The records START
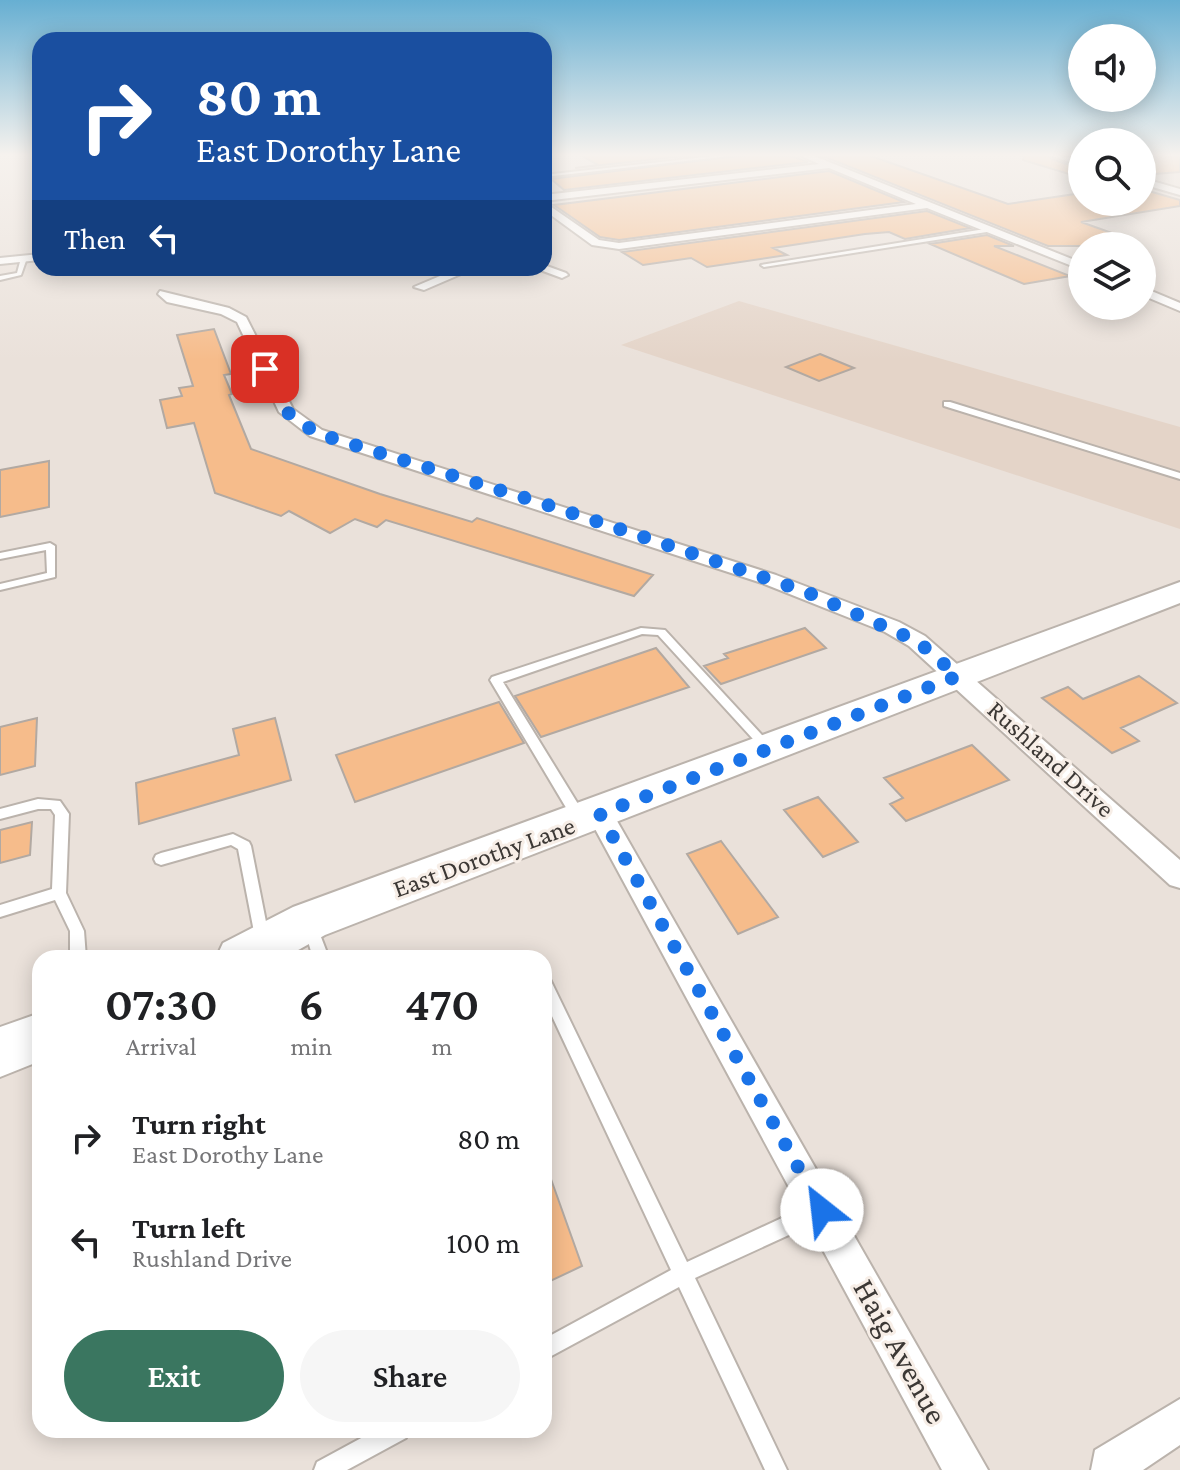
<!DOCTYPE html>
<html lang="en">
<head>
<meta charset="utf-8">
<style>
  :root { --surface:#fff; --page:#f6f6f6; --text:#202124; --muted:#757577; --accent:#3a7660 }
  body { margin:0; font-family:"Crimson Pro",serif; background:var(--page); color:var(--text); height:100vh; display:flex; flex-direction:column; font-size:30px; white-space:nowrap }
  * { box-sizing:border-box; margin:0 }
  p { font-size:26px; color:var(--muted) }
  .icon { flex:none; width:44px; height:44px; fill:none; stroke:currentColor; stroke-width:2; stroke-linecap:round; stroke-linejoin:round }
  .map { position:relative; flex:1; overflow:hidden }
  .sheet { position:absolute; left:32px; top:950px; width:520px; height:488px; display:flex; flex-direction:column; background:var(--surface); border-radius:24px; box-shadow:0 4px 20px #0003 }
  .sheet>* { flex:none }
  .top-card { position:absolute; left:32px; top:32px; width:520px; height:244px; border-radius:24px; box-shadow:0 4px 20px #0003; background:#1a4fa0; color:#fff; overflow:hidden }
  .controls { position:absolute; left:1068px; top:24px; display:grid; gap:16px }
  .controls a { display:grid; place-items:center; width:88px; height:88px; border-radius:50%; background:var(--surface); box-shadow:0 4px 20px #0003; font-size:40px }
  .pin { position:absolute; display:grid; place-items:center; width:68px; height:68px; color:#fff; margin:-34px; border-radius:16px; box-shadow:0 4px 12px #0006 }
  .me { position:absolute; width:88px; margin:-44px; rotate:331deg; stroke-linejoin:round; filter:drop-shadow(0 0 6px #0008) }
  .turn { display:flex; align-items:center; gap:28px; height:168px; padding:0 32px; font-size:36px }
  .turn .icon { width:104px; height:104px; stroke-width:2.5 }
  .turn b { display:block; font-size:56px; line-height:68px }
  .then { display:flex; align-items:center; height:76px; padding:0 32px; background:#0003; gap:16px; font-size:30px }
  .eta { display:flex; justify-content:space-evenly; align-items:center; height:136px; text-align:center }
  .eta b { font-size:48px; font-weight:600; line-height:56px }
  .action { display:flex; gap:16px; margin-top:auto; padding:16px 32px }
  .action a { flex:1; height:92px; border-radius:48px; background:var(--accent); color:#fff; font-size:32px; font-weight:600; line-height:92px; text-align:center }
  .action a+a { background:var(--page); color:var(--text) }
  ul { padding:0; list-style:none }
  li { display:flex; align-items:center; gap:24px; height:104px; padding:0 32px }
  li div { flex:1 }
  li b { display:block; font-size:30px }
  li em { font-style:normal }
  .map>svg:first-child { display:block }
  .built { fill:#e4d4c8 }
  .building { fill:#f6bc8b; stroke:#b2a9a2; stroke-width:2 }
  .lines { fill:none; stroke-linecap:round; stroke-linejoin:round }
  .service-casing { stroke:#bbb3ac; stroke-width:4 }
  .minor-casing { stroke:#bbb3ac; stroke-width:4 }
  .primary-casing { stroke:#bbb3ac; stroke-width:4 }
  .service { fill:#fff; fill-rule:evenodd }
  .minor { fill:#fff; fill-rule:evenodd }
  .primary { fill:#fff; fill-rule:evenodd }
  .route { stroke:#1a73e8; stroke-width:14; stroke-dasharray:0 25.2 }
  .labels { text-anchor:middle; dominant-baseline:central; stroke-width:6; stroke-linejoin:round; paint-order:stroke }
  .street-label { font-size:26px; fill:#3c3835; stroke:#f7eee7 }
  .near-street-label { font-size:32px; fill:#3c3835; stroke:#f7eee7 }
</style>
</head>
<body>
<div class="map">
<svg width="1180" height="1470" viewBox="0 0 1180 1470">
  <rect width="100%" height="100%" fill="#eae1da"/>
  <!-- built -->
  <path class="built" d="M739 301 1180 427V529L621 345Z"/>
  <!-- building -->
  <path class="building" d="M579 154H701L575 168 598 165Z
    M751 154 791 156 808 162 564 190 551 179Z
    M847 154 868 155 1008 204 1082 193V202H1142V189L1180 200V206L1081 222 1112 233 1102 235 1127 246H1048L825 157Z
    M1024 154H1048L1051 159 1082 169V178L1023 160Z
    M1180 154V172L1142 175V155Z
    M829 171 904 202 619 240 600 237 554 205Z
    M927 211 970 228 905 239 889 232 865 234 773 248 787 255 707 267 691 258 643 265 622 252Z
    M987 235 1014 246H994L1070 276 1024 284 930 244Z
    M214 329 231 374 224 375 232 394 229 395 251 449 380 494 472 522 477 518 653 575 634 596 386 520 377 527 355 519 330 533 289 511 281 516 215 493 194 423 167 428 160 400 182 396 179 388 193 386 177 335Z
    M820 354 854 368 819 381 786 367Z
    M49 461V507L0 517V470Z
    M805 628 826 648 721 684 704 666 728 658 724 654Z
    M656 648 689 687 541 737 515 696Z
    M1139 676 1177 703 1121 728 1139 741 1112 753 1042 698 1068 687 1083 699Z
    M499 702 524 743 355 802 336 755Z
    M37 718 35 766 0 775V727Z
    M275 718 291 780 139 824 136 783 239 755 233 729Z
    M972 745 1009 780 906 821 890 804 903 798 884 778Z
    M818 797 858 842 823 857 784 810Z
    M32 822 30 855 0 863V830Z
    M721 841 778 917 738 934 687 854Z
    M547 1168 582 1266 544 1284V1169Z"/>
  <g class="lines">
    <defs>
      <path id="service" d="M731 154H748L544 177V175Z
        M991 228 993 231 764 267 761 265Z
        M24 256 27 258 21 275 0 280V276L17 273 21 258Z
        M944 402H950L1180 473V479L944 406Z
        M50 543 55 546V577L0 590V584L47 573 46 550 0 559V553Z
        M641 628 665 630 773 747 771 750H763L658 635 642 634 503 682 586 817 584 821H574L490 680 492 677Z
        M38 799 60 801 69 814 66 893 84 931 86 958H70V931L55 900 0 917V905L52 889 55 815 51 809H38L0 819V809Z
        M233 834 249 842 251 846 269 937 267 942 262 943 257 942 255 937 238 849 231 845 161 865 156 863 154 859 156 855 161 853Z
        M311 922 316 924 329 958H313L304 928 306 924Z
        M544 975 549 977 687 1262 812 1204 819 1202 826 1204 828 1211 826 1218 695 1278 787 1470H765L679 1287 544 1360V1339L671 1270 544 999Z
        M376 1430H409L406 1438 347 1470H314L317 1462Z"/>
      <path id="minor" d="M544 154H551L544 157Z
        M797 154H809L1082 263V270L927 208 619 249 592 245 544 210V202L599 240 619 243 916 204 829 168 544 201V195L819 164Z
        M1051 154 1082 160V166L1052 156Z
        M1142 178 1180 189V195L1142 184Z
        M40 254V260L0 264V258Z
        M544 265 566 273 568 275 562 278 535 268Z
        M459 268H475L424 290 414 287Z
        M1142 287 1180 303V311L1142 295Z
        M160 291 229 308 246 317 293 409 322 430 776 575 899 622 925 636 1180 860V888L1170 885 909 646 885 632 762 583 310 436 279 412 237 322 221 314 167 302 158 294Z
        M600 804 609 807 988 1470H942L587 814 591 807Z
        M1180 1399V1445L1143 1470H1091L1095 1450Z"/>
      <path id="primary" d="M1180 582V603L325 935 284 958H216L223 943 293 907Z
        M40 1013V1061L0 1077V1027Z"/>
    </defs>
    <!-- service casing -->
    <use href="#service" class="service-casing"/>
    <!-- minor casing -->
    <use href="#minor" class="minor-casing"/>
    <!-- primary casing -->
    <use href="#primary" class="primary-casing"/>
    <!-- service -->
    <use href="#service" class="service"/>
    <!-- minor -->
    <use href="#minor" class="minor"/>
    <!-- primary -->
    <use href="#primary" class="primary"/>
  </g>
  <!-- sky -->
  <linearGradient id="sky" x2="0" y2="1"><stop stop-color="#67afd2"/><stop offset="0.43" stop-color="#f6f2ee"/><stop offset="1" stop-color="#f6f2ee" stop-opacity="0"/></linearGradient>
  <rect width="1180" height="360" fill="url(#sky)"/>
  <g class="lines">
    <!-- route -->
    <path class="route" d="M265 369 287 412 316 433 557 508 804 591 917 641 958 676 600 814 822 1210"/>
  </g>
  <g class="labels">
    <!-- street labels -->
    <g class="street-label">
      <text transform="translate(1051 759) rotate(42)">Rushland Drive</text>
      <text transform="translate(484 857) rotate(-20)">East Dorothy Lane</text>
    </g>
    <!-- near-street labels -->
    <g class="near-street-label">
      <text transform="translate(901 1351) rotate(61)">Haig Avenue</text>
    </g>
  </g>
</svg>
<div class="controls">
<a><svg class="icon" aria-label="sound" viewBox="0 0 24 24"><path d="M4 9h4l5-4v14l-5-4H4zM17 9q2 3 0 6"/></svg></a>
<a><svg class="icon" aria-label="search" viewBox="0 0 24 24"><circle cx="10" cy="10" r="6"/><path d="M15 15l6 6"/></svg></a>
<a><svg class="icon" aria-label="layers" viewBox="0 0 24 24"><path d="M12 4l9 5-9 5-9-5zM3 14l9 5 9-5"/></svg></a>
</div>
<div class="pin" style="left:265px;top:369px;background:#d93025"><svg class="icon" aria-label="arrive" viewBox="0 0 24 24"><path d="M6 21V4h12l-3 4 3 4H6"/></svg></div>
<svg class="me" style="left:822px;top:1210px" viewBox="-20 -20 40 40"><circle r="19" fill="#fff"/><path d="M0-13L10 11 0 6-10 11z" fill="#1a73e8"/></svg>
<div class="top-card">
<div class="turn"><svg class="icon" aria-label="right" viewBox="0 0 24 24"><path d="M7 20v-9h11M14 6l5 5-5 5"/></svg><div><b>80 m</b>East Dorothy Lane</div></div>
<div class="then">Then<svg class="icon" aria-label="left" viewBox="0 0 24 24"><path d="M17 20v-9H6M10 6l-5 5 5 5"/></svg></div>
</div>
<section class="sheet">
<div class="eta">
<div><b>07:30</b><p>Arrival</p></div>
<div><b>6</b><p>min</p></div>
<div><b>470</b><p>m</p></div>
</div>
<ul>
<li><svg class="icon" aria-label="right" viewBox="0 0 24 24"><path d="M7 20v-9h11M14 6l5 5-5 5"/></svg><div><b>Turn right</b><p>East Dorothy Lane</p></div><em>80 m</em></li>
<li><svg class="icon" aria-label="left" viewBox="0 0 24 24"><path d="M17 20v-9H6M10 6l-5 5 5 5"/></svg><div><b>Turn left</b><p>Rushland Drive</p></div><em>100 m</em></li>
</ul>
<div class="action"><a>Exit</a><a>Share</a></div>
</section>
</div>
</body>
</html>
The records END
== Exercise details ==
Only the lines from the one holding "Dorothy Lane</p></div><em>80 m</em></li>" through the final line of the entries, both included, should be given again, word for word.

== Result of the task ==
<li><svg class="icon" aria-label="right" viewBox="0 0 24 24"><path d="M7 20v-9h11M14 6l5 5-5 5"/></svg><div><b>Turn right</b><p>East Dorothy Lane</p></div><em>80 m</em></li>
<li><svg class="icon" aria-label="left" viewBox="0 0 24 24"><path d="M17 20v-9H6M10 6l-5 5 5 5"/></svg><div><b>Turn left</b><p>Rushland Drive</p></div><em>100 m</em></li>
</ul>
<div class="action"><a>Exit</a><a>Share</a></div>
</section>
</div>
</body>
</html>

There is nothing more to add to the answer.